Whenever a line in the records below holds the string "stream", include it in the count, and state the number alone.

*** Opening SOURCE MATERIAL ***

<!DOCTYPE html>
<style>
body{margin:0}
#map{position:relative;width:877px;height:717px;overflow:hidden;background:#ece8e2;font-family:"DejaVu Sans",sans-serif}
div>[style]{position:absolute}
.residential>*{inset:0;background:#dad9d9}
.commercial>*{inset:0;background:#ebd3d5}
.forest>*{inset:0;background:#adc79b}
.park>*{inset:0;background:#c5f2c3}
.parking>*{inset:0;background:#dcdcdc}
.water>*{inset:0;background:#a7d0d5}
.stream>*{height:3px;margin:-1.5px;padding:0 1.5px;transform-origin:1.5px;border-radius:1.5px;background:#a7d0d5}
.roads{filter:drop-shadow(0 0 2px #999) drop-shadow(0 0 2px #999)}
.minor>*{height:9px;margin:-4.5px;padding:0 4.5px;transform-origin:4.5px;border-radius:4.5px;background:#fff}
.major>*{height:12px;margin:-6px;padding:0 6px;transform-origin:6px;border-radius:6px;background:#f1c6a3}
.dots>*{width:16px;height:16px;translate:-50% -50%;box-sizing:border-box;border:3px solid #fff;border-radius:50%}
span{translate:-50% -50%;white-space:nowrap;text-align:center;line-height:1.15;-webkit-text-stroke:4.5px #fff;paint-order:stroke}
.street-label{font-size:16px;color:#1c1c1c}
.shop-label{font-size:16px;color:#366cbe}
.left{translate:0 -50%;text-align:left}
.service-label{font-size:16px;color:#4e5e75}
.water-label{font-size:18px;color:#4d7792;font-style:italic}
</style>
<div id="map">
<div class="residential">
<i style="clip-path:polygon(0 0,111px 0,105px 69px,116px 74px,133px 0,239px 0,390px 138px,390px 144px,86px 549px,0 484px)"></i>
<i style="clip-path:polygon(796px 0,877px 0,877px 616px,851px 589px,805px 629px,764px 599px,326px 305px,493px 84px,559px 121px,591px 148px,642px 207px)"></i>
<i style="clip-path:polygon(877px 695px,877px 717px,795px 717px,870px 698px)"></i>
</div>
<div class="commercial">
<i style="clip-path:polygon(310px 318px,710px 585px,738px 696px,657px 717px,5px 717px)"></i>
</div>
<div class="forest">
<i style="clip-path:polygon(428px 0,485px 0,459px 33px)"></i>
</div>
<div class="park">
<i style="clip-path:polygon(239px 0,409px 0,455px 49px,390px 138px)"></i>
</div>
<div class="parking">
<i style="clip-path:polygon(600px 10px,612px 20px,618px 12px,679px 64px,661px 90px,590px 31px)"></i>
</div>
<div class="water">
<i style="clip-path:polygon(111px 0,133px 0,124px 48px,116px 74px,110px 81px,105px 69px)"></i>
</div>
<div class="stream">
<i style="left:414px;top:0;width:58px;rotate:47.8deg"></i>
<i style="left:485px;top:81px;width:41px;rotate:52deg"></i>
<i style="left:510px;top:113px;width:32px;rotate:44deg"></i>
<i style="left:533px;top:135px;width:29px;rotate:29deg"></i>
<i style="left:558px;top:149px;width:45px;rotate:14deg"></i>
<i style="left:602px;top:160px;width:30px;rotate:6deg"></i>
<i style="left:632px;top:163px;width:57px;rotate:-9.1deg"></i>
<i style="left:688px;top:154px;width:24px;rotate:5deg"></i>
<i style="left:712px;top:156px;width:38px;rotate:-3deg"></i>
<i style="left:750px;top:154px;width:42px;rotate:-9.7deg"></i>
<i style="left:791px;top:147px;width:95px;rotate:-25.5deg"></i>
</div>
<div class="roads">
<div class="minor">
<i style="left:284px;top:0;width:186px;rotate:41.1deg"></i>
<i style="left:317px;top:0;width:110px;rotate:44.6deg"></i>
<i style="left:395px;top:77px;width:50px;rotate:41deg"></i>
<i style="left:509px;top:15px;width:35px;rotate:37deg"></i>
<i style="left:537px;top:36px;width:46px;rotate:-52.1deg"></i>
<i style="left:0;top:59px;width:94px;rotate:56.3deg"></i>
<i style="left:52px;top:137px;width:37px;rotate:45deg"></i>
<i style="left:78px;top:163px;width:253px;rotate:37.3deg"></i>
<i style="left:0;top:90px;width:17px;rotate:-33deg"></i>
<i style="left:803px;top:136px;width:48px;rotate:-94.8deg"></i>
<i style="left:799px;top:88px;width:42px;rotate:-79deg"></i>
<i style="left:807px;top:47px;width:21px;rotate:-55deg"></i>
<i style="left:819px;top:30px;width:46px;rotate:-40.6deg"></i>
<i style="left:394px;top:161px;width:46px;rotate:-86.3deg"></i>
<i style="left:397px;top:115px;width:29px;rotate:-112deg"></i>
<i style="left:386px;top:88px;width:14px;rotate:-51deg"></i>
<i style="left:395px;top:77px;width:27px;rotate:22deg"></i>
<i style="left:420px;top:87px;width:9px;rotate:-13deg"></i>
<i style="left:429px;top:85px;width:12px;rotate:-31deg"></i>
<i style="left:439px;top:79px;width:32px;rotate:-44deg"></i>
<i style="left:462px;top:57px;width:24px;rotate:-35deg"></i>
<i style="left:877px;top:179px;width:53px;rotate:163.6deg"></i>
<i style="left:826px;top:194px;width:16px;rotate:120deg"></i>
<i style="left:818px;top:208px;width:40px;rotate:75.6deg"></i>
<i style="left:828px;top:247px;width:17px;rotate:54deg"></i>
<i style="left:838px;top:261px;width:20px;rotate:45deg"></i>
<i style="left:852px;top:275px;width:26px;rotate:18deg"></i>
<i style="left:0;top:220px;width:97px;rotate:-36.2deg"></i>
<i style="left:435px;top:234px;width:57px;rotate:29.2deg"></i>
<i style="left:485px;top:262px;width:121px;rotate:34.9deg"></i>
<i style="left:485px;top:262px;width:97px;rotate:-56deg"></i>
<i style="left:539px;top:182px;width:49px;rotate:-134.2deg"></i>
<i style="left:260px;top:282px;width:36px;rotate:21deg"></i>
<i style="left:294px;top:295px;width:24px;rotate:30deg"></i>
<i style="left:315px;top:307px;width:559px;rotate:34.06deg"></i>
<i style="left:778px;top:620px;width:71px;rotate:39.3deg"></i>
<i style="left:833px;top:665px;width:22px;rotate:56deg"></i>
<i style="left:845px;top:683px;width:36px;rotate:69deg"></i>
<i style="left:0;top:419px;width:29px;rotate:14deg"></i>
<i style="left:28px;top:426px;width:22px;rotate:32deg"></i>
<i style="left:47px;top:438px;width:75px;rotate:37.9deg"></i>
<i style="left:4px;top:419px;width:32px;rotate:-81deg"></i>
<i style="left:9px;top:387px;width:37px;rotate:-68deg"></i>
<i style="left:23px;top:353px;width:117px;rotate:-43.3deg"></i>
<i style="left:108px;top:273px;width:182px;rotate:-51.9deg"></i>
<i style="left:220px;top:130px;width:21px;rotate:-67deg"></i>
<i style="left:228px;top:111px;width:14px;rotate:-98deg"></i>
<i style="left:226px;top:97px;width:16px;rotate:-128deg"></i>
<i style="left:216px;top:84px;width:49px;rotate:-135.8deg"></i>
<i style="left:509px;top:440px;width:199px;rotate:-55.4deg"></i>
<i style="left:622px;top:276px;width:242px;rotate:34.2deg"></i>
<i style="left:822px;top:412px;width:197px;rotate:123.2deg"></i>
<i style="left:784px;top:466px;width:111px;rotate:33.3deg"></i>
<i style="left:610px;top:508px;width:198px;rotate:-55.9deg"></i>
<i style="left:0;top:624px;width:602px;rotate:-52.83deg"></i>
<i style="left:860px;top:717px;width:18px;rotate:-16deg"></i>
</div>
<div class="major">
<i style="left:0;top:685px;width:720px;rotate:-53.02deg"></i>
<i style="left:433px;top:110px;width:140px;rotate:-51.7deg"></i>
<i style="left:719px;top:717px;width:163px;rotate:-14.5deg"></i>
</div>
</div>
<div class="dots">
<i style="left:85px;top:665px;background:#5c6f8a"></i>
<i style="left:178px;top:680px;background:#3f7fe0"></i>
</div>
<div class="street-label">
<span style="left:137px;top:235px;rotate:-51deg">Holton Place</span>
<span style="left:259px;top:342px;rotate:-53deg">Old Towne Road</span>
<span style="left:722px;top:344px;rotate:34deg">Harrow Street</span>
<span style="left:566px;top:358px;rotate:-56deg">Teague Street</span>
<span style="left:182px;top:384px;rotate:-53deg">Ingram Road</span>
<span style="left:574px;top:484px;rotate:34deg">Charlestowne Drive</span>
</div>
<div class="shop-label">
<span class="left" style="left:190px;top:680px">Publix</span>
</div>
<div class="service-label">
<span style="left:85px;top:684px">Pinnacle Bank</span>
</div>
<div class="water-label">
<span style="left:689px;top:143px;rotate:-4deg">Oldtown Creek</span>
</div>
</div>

*** Closing SOURCE MATERIAL ***

# SOLUTION FOR THIS TASK
2